TEXT OF STORY
KAI RYSSDAL: Mortgage industry reform and a Bear Stearns post-mortem used up most of the oxygen on Capitol Hill this week. But come Monday national security’s going to be firmly back on the agenda. Today Democratic leaders sent the President a letter asking for more withdrawals of U.S. troops from Iraq. They maintain the White House is costing the country hundreds of billions of dollars despite urgent needs here at home. Our Washington bureau chief John Dimsdale reports the letter is just the latest step in the fight over spending for the war on terror.
JOHN DIMSDALE: The Pentagon is preparing to ask Congress for another $102 billion to fight the wars in Iraq and Afghanistan through September. That five-month bill is on top of nearly $700 billion appropriated over the past six years.

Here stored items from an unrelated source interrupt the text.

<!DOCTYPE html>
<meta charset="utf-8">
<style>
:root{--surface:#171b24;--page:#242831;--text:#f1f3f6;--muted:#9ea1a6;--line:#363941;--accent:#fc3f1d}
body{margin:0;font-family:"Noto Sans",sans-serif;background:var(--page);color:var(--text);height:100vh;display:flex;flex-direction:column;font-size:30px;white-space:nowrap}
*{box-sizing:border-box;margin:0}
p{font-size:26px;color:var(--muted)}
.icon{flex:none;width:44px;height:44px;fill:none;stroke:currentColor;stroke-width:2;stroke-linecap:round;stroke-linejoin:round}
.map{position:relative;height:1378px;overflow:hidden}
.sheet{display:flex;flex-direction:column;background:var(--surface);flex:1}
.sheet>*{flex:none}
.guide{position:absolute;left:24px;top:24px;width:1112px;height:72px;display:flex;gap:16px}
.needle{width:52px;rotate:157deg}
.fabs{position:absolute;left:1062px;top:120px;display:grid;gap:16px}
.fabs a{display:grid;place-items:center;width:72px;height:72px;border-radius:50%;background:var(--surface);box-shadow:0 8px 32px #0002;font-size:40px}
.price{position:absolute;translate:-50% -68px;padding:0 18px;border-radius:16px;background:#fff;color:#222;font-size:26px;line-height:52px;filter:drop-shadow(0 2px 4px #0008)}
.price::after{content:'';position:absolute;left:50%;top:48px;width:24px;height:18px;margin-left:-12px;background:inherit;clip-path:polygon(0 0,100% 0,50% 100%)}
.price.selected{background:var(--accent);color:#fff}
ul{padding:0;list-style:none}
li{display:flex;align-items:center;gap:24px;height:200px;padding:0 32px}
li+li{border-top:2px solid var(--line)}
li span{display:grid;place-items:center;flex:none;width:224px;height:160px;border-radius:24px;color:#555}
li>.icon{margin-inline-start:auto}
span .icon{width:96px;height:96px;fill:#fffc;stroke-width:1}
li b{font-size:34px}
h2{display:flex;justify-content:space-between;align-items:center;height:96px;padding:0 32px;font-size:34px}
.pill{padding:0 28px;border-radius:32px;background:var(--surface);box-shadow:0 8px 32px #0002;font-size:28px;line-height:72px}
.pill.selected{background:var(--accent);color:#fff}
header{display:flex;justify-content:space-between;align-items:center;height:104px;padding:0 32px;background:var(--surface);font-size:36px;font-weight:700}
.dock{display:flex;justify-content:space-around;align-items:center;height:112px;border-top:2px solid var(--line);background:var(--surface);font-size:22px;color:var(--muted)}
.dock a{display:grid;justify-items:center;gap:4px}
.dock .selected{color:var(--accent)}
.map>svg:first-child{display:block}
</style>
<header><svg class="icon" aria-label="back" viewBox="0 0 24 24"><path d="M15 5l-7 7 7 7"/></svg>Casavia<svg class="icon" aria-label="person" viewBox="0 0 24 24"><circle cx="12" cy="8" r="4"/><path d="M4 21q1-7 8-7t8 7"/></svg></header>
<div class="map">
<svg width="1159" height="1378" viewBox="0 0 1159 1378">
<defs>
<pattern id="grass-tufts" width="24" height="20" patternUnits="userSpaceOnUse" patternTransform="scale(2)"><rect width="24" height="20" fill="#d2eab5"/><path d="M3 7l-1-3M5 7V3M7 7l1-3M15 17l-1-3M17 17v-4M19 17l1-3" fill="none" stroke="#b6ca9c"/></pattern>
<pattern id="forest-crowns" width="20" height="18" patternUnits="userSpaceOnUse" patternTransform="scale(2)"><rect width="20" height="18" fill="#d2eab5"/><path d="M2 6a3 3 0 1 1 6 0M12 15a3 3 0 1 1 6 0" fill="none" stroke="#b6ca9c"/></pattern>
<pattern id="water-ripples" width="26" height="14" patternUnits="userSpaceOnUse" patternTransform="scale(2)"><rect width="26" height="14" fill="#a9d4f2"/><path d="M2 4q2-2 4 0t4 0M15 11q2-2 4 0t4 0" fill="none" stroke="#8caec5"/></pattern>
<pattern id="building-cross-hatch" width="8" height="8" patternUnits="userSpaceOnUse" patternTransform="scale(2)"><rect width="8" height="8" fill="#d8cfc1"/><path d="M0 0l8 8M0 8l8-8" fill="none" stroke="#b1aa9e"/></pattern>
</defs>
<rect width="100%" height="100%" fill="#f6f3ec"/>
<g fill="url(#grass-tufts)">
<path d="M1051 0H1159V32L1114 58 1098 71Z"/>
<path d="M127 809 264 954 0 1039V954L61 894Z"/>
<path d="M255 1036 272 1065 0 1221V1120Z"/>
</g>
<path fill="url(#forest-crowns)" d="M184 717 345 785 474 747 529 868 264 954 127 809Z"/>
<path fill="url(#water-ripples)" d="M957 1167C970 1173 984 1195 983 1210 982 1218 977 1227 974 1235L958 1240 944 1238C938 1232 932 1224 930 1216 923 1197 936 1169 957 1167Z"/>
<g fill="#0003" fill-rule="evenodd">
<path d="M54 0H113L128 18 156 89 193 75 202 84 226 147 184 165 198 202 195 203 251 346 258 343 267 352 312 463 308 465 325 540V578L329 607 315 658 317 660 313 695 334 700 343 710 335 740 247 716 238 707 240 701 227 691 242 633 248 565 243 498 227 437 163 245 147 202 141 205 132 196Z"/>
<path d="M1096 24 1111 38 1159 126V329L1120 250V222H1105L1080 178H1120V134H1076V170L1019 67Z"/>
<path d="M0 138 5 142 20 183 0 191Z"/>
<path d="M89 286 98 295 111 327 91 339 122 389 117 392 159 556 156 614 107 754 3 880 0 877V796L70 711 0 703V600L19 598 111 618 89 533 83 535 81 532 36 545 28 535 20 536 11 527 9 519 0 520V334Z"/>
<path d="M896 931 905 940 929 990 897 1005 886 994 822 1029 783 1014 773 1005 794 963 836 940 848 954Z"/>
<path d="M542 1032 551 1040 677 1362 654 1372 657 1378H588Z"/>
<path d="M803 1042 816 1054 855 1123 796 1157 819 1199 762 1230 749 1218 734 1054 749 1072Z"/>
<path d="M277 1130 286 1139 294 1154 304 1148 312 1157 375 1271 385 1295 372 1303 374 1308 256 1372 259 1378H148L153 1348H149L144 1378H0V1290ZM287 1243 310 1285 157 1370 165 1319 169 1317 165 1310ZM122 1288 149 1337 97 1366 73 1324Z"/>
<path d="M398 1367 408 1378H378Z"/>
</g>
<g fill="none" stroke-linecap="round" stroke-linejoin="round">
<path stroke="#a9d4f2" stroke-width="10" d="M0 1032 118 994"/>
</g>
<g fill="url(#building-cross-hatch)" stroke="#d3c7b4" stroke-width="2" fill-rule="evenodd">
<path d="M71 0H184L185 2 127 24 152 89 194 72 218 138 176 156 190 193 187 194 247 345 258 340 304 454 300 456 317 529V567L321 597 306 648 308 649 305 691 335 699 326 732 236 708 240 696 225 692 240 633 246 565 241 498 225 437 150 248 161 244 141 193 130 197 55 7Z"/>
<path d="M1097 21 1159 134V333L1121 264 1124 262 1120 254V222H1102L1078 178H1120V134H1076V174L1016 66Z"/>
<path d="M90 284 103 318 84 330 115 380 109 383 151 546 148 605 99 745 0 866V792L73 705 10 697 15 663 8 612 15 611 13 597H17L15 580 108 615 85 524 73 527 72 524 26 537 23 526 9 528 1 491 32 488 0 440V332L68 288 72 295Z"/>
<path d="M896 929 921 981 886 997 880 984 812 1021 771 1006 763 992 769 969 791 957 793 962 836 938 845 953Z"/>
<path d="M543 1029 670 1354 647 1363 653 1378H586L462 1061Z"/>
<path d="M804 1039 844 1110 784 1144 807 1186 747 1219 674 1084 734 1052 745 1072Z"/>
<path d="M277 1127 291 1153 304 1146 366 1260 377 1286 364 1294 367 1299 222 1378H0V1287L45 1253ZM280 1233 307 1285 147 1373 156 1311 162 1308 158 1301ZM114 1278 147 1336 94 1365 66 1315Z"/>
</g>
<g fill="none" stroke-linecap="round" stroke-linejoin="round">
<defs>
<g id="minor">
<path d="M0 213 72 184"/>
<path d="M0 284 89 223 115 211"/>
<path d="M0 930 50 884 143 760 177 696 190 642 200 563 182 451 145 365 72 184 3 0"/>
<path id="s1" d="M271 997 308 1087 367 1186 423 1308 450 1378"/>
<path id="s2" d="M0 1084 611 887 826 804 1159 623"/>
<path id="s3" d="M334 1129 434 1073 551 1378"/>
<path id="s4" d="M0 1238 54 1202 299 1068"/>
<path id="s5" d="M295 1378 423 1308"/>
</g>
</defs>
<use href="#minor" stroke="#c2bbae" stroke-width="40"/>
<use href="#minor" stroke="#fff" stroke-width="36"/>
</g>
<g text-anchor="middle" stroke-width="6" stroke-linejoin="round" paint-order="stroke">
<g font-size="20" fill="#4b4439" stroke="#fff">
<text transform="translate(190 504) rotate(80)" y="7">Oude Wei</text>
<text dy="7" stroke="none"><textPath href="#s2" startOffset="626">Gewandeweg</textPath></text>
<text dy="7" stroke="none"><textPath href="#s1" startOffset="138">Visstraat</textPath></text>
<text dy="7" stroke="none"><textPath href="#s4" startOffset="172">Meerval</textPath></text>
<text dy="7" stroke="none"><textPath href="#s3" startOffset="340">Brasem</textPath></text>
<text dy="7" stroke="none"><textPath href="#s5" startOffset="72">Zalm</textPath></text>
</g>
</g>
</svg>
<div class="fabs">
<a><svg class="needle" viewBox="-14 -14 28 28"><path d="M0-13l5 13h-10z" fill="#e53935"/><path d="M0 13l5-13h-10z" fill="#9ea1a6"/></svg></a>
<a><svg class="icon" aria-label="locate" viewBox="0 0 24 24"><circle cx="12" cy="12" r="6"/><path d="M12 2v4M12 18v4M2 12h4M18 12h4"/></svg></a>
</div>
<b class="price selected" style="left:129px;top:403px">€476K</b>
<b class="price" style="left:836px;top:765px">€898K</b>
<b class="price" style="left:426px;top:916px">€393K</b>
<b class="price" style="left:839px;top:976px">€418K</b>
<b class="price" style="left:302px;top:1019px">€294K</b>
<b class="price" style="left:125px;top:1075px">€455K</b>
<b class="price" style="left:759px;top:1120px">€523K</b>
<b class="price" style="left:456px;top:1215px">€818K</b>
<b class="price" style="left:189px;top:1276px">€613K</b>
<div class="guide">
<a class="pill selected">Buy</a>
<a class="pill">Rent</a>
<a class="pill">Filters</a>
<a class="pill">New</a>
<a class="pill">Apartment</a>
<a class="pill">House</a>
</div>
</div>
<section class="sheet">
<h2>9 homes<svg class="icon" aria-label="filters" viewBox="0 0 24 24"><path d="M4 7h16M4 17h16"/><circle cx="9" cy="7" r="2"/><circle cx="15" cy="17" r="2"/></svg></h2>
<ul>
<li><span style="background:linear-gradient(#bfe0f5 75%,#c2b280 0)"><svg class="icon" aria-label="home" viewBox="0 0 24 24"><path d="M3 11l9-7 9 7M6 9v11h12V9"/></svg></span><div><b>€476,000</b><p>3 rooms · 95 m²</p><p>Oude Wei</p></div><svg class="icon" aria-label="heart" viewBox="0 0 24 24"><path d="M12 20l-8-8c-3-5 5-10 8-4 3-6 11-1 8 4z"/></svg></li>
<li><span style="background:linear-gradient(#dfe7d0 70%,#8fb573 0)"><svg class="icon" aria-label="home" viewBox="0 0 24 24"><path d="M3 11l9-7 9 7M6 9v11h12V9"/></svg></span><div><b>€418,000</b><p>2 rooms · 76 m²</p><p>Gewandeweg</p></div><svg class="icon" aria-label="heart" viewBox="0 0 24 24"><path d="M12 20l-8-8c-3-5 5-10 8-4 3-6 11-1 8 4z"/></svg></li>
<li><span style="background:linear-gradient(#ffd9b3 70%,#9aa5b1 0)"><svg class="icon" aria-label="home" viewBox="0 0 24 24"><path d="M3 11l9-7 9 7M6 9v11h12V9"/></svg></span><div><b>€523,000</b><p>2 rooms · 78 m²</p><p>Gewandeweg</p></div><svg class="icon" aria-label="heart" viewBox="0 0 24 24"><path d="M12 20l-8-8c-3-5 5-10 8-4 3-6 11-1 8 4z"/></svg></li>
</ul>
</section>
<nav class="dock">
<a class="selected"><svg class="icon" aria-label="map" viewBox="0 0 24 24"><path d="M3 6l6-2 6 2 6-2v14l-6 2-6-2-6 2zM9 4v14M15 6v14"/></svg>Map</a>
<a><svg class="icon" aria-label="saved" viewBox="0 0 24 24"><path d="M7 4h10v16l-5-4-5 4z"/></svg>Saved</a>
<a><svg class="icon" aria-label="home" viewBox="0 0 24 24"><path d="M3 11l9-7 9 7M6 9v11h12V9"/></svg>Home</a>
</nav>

Most of the war’s funding has come from so-called emergency supplemental bills outside the normal Defense Department budgets. This time, the Pentagon brass and members of Congress are planning to include spending for more general military operations, like a new fighter plane and military base construction in the U.S.
Steven Kosiak at the Center for Strategic and Budgetary Assessments says there are plenty of incentives to put these extra items in the war supplemental.
Steven KOSIAK: It is considered sort of must-pass legislation. It’s for the troops. It doesn’t get the same level of scrutiny as the regular defense appropriations bill does. It’s considered emergency spending. It doesn’t have the same political connotations in terms of adding to the deficit and things like that.
Despite opposition to the war, Congress is expected to OK the extra spending before Memorial Day. Democrats are considering limiting reconstruction aid to Iraq, arguing growing oil revenue means Iraqis can afford their own rebuilding.
In Washington, I’m John Dimsdale for Marketplace.